The purpose of this site is to give current information on Steve Bronder's (me) research and personal life

Natural Language Processing in R: Duquesne Economic Senior Theses

The purpose of this post is to give an example of R’s natural language processing packages TM and qdap. To do this we will analyze the winning papers from each year of the Duquesne Economics Senior Thesis. Duquesne economics majors take part in a one-semester self-directed project in which each student picks a topic, conducts research, and then presents their findings in front of a panel of faculty and experts from outside the university. Each year a winner is selected and given the honor of being the best research of that year. Doctor Antony Davies makes these available here. We will examine each years winning senior thesis in order to determine common themes between and within papers.
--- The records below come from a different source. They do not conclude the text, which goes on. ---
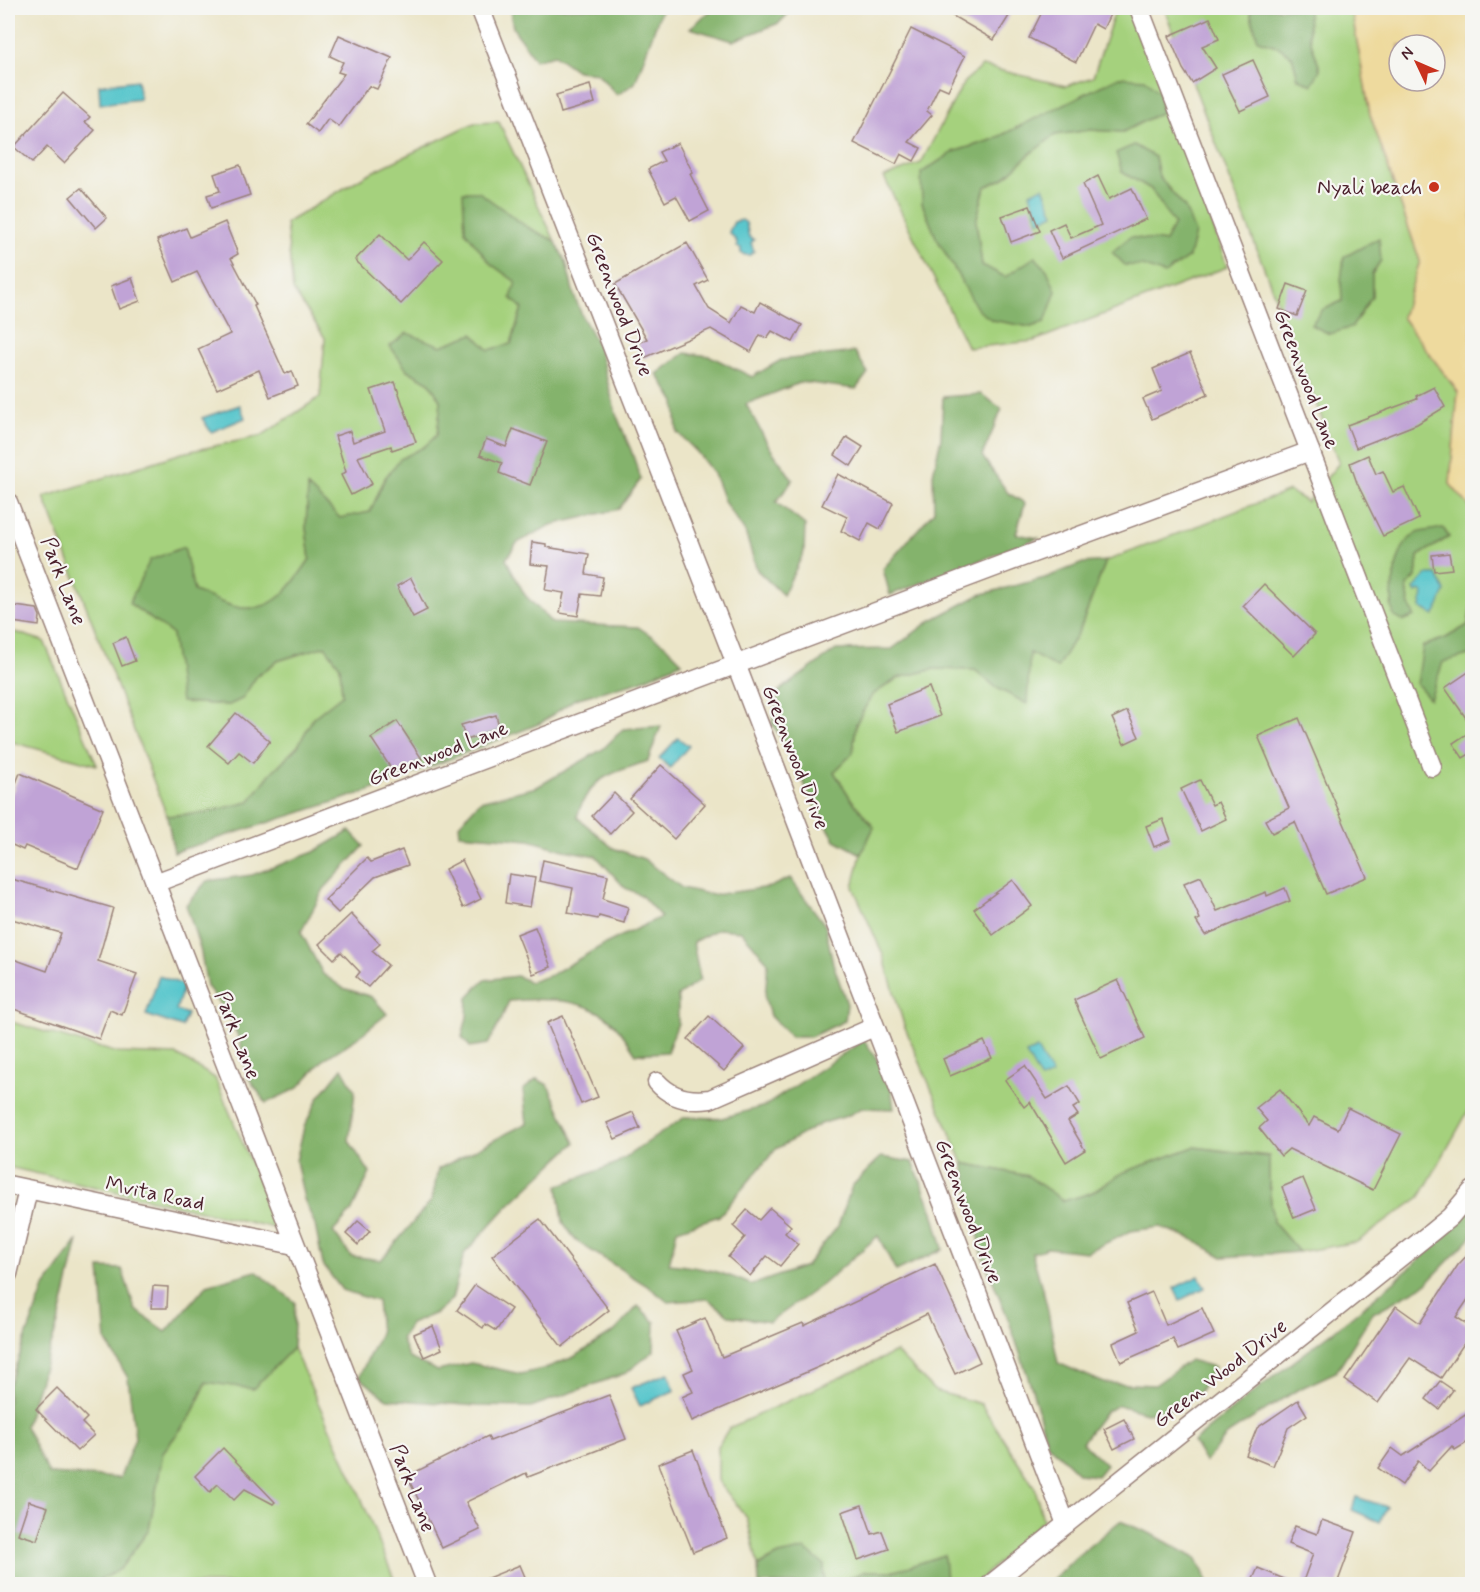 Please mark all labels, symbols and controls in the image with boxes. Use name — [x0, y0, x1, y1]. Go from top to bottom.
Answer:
north arrow — [1387, 33, 1447, 93]
text: N — [1396, 42, 1419, 65]
place label: Nyali beach — [1317, 174, 1422, 202]
marker: Nyali beach — [1427, 180, 1441, 194]
street label: Greenwood Drive — [579, 228, 660, 381]
street label: Greenwood Lane — [1266, 305, 1346, 454]
street label: Park Lane — [33, 533, 93, 630]
street label: Greenwood Drive — [755, 681, 836, 834]
street label: Greenwood Lane — [364, 714, 513, 794]
street label: Park Lane — [207, 987, 267, 1084]
street label: Greenwood Drive — [928, 1135, 1009, 1288]
street label: Mvita Road — [103, 1170, 207, 1218]
street label: Green Wood Drive — [1148, 1313, 1293, 1435]
street label: Park Lane — [382, 1440, 442, 1537]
Turning PDF’s Into Text Documents

In order to examine the theses we will convert each PDF into a text document. To do this we will use pdf2text available here and code from Ben Marwick available here. The pdfs and converted text files are available in a zip file here. Once you have downloaded the files we can specify where the files are and will end up by pointing R to the directory that has the PDFs, using list.files() to create a character vector of the names of the files within the directory, and then use sapply() to iteratively loop over each file name and remove white space. Then, we will re-use list.files() to grab the now white space-free file names and point them to pdftotext.exe.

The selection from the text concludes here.